“Let’s go take a look at more of the town,” I suggested to Terry after we’d descended the endless staircase. “I’d like to see what the ‘normal’ town looks like.” We walked around the downtown area, stopped at the local Boots drugstore for some essentials, and found a grocery store. The hostel included a decent kitchen where we planned to make a simple, cheap dinner—soup, salad, bread, and cheese. Using our camp stove we worked quickly and efficiently and whipped up a tasty supper. A few other students joined us and we all shared our feast which grew to include wine, sausages, and biscuits (cookies to us). This time our typical hitchhiking conversation was reversed when I asked, “So where do you go to school?”
“We’re juniors at Kent State,” was the reply.
“No way! Were you…” Before I even finished they said in unison, “Yes.” So of course Terry and I wanted to know all about their experience at the Kent State student demonstrations and resulting shootings. They’d occurred the previous May 4, and involved the shooting of unarmed college students by the Ohio National Guard who fired 67 rounds over a period of 13 seconds, killing four students and wounding nine others. There was a significant national response to the shootings: hundreds of universities, including ours, colleges, and even high schools closed throughout the country due to a student strike of four million students. Terry and I did not mention that we did not strike in solidarity, but we certainly expressed our shock and horror and condolences.
After our second bottle of wine we decided that it made sense to learn more about York’s night life, even though it was a Tuesday. We all walked to the ancient city and explored the alleys until we found a lively pub. Music poured into the street and beckoned. In we went where we enjoyed a few rounds, compliments of our new friends.
After a short night’s sleep and morning chores (this time I was stuck with toilets and Terry emptied trash cans), we left for Whitby to the north and east of York. Whitby, recommended in our guide book as a picturesque seaside fishing village, promised to offer a contrast to everything we’d seen so far. It was easy to reach the edge of York and to catch our first ride. I was tired and Terry took on hitchhiking conversation duties. We both felt it was our way of repaying drivers for the privilege of riding with them—to entertain and educate about California.
While we rode I quietly reflected on how much I was enjoying this trip. Terry and I got along so well and joked, laughed, and sang together all the time. We enjoyed the same foods, music, and many of the same friends back home. We’d grown up as best friends and could finish each other’s sentences. We had so many ‘in jokes’ as to seem obnoxious to unsuspecting acquaintances.
Our dad had been in the radio business. He’d graduated from CBS Broadcast School first in his class giving him a leg-up in the industry. The catch in his business, however, was that every time he wanted to rise in the hierarchy, it meant a move to a new community, a new radio station. And rise he did. And move we did, approximately every year and a half. I boarded the “moving train” in Monterey, California, where I was born. From there we moved to San Bernardino where Terry was born a year and a half later. Then to Tarzana in the San Fernando Valley. All those moves were in California and about a year and a half per location. Suddenly my dad was offered a job in Fairbanks, Alaska. My mom was nothing if not flexible.

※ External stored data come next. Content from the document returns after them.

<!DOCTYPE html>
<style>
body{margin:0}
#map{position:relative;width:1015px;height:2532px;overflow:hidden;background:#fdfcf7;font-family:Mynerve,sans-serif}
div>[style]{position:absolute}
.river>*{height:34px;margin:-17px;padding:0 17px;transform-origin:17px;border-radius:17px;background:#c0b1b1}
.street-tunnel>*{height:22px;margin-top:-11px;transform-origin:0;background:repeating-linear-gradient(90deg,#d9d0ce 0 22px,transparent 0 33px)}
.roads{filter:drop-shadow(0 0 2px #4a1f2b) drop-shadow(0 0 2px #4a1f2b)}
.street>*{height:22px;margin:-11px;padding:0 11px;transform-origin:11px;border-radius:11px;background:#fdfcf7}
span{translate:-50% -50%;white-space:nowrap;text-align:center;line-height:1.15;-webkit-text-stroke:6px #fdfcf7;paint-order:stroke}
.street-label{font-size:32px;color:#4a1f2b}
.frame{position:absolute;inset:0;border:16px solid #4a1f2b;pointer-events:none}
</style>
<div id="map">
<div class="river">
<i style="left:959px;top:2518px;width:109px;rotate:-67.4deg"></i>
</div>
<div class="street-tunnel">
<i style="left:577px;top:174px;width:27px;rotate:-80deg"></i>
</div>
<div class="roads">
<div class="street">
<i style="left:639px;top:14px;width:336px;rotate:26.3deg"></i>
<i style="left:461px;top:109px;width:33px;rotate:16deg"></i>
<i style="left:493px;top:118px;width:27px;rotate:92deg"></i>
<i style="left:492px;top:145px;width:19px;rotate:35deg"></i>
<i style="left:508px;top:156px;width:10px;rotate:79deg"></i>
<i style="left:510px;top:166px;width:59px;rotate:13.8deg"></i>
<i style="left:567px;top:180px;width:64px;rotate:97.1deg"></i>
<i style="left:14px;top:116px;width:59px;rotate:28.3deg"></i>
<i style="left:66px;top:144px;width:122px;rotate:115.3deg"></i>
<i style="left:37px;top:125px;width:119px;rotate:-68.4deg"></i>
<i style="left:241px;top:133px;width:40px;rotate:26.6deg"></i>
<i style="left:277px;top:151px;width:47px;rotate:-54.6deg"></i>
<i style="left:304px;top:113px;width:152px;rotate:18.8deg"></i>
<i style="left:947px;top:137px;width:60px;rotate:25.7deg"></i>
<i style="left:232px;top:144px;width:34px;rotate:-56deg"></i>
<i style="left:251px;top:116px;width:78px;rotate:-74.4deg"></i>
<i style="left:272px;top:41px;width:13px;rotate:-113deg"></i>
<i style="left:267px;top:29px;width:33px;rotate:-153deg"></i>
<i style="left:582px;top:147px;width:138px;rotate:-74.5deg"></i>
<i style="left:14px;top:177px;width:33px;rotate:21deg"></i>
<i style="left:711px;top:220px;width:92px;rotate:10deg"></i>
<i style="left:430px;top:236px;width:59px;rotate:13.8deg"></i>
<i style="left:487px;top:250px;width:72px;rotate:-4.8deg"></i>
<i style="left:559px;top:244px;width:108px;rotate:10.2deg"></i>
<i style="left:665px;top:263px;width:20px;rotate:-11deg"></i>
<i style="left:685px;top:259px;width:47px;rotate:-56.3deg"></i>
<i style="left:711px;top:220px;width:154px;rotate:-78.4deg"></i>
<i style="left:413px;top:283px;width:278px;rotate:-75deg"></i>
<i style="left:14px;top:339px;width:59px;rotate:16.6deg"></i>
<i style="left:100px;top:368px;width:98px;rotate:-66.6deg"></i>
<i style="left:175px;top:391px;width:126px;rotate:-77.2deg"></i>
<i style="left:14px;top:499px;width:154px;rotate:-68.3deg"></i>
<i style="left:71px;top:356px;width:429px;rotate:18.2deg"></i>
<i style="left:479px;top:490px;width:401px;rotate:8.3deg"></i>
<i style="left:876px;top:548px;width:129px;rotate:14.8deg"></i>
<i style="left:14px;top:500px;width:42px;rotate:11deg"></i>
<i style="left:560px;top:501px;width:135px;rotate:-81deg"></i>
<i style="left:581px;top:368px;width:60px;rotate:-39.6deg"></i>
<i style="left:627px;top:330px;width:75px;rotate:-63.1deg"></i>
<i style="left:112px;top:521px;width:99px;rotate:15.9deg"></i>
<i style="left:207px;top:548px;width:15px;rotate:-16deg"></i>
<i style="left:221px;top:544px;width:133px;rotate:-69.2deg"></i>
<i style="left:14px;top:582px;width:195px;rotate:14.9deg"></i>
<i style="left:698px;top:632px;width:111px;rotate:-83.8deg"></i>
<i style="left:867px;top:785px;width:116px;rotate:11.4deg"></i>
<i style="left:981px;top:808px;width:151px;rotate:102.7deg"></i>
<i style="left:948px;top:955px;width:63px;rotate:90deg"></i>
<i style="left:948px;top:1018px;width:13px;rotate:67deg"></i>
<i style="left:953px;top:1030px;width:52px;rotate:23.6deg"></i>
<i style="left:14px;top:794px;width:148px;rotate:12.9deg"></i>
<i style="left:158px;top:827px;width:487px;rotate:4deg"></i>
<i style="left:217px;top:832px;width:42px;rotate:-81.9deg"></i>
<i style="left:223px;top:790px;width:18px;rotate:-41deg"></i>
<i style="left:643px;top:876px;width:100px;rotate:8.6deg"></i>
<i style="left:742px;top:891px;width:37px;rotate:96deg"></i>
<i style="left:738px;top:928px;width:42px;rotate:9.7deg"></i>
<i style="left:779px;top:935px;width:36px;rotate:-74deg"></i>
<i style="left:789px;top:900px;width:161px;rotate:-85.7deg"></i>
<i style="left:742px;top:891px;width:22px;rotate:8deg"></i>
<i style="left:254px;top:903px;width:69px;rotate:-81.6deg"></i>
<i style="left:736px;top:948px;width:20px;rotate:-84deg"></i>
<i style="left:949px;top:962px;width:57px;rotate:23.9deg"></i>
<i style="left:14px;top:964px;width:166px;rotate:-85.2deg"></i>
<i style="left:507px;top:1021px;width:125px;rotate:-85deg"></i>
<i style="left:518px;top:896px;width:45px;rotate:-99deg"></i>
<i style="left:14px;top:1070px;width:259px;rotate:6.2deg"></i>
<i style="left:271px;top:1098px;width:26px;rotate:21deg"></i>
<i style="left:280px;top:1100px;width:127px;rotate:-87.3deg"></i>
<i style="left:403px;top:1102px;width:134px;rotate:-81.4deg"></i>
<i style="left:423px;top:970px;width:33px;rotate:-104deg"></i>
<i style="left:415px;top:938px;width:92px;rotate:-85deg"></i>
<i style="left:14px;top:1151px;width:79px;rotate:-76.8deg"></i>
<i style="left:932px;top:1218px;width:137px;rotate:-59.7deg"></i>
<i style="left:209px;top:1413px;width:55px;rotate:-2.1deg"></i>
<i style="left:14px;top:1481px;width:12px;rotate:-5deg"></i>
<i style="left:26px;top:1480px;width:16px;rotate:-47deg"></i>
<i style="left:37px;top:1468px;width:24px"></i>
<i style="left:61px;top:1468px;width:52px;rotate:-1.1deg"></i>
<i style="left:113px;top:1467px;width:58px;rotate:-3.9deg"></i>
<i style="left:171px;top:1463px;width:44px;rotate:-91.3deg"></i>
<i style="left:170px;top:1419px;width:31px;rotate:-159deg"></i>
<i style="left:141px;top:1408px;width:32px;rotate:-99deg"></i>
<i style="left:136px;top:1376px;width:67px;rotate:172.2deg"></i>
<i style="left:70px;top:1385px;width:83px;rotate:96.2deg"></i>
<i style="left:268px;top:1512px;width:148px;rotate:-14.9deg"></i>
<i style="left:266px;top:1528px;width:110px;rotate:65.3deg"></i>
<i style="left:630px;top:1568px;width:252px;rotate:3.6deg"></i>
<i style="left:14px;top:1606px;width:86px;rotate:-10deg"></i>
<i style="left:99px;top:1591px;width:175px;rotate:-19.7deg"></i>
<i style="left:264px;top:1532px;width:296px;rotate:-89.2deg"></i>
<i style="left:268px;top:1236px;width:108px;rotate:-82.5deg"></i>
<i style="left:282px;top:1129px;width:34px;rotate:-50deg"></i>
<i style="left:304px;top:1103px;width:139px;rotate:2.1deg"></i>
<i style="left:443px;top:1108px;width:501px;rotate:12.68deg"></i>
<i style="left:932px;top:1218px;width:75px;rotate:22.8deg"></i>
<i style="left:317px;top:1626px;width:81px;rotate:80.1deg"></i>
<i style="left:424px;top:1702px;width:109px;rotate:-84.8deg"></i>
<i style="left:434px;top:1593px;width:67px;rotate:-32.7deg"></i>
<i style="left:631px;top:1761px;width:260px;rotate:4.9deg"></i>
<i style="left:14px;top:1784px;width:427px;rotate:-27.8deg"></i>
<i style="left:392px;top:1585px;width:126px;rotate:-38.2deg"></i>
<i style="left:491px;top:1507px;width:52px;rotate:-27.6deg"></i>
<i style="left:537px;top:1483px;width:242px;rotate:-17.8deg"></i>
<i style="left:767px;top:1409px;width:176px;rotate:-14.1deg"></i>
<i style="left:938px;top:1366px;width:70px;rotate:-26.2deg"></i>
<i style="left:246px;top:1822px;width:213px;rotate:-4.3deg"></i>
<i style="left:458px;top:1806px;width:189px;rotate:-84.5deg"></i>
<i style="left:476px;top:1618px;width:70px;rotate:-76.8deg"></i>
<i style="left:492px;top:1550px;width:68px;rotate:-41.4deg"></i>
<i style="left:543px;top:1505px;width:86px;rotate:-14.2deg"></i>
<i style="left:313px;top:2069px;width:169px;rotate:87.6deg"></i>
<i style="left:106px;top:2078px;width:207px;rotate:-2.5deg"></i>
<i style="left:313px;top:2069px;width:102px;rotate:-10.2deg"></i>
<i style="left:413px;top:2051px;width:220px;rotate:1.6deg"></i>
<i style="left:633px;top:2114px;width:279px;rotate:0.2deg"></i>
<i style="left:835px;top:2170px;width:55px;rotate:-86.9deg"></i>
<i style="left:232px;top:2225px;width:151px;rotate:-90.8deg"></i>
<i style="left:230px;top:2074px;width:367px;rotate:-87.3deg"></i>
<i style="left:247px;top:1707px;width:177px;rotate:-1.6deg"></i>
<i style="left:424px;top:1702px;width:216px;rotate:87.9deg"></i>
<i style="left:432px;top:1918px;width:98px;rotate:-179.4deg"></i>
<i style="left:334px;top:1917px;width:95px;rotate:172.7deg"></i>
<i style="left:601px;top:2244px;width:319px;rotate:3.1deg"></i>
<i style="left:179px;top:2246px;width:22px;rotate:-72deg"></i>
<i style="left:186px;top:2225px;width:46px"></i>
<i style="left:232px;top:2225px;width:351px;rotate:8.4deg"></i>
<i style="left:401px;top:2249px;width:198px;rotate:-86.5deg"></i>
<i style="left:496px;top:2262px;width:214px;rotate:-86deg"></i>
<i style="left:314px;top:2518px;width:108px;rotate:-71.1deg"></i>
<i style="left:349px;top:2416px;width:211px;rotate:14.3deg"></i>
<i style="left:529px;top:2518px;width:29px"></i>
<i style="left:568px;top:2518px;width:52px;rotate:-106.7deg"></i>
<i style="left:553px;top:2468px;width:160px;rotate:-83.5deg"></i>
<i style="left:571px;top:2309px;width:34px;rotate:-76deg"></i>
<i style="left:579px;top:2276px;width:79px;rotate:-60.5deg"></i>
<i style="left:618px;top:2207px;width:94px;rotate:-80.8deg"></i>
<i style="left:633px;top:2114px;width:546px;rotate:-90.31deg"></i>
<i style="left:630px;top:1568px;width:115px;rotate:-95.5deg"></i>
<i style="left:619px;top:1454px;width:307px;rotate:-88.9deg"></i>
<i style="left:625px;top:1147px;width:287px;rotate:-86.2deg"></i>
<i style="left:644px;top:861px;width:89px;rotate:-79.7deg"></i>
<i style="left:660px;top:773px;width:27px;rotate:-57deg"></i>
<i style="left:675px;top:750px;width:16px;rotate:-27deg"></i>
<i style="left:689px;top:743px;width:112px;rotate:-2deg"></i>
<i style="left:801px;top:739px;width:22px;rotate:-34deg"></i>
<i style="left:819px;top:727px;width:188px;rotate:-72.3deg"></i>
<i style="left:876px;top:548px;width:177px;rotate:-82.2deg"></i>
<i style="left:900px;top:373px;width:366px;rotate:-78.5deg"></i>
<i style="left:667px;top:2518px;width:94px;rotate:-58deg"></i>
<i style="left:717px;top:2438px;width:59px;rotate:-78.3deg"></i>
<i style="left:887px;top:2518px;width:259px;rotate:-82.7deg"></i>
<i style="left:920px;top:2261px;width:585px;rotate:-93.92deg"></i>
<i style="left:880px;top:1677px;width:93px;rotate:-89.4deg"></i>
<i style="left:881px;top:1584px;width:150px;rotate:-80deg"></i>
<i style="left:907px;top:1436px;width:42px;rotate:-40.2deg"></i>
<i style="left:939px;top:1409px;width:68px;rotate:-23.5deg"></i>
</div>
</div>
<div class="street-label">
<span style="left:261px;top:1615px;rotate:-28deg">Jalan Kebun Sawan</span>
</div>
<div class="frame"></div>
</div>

The move to Alaska was a dramatic one. Dad drove from Los Angeles in a large truck that contained all our belongings, up the Alcan Highway, treacherous even to this day (he was driving it in the spring of 1953), and all across Alaska to Fairbanks in the center of the state. Mom, Terry, and I flew.
No jets in those days. We flew in a large four-prop plane. The first stop was in Seattle where my mom, worried that the next part of the trip would be turbulent and give her two sick children to manage, fed us Dramamine. It didn’t agree with our little tummies, and we promptly threw it up. At least cleanup was easier in the restroom on the ground than in the one in the air. In the meantime, unbeknownst to Mom, the plane took off for Alaska. Undaunted, my mother explained to the service desk personnel what had happened and they radioed the pilot who turned the plane around and came back just for us.
I remember flying over mountains covered in snow and thinking that they looked like piles of powdered sugar. During the flight Terry and I were adopted by the stewardesses and given the job of finding out what each passenger wanted to drink. We went from person to person and asked politely. We didn’t write anything down – I was four and a half and Terry was three – so by the time we’d finished, we remembered nothing. It kept us busy and most likely entertained the passengers. We were given and I kept the junior stewardess wing pin for many years after that memorable flight.
Our family continued to move until I reached the age of 13 and we settled in the town of Santa Rosa, California. With frequent moves, it was impossible to make and keep long-term friends. Fortunately for me, I had Terry, a built-in best friend. But one better: a friend who had been through the same life experiences as had I. Our adventures had started at an early age with the move to Alaska so we were definitely prepared, at the ages of 19 ½ and 21, for this European adventure.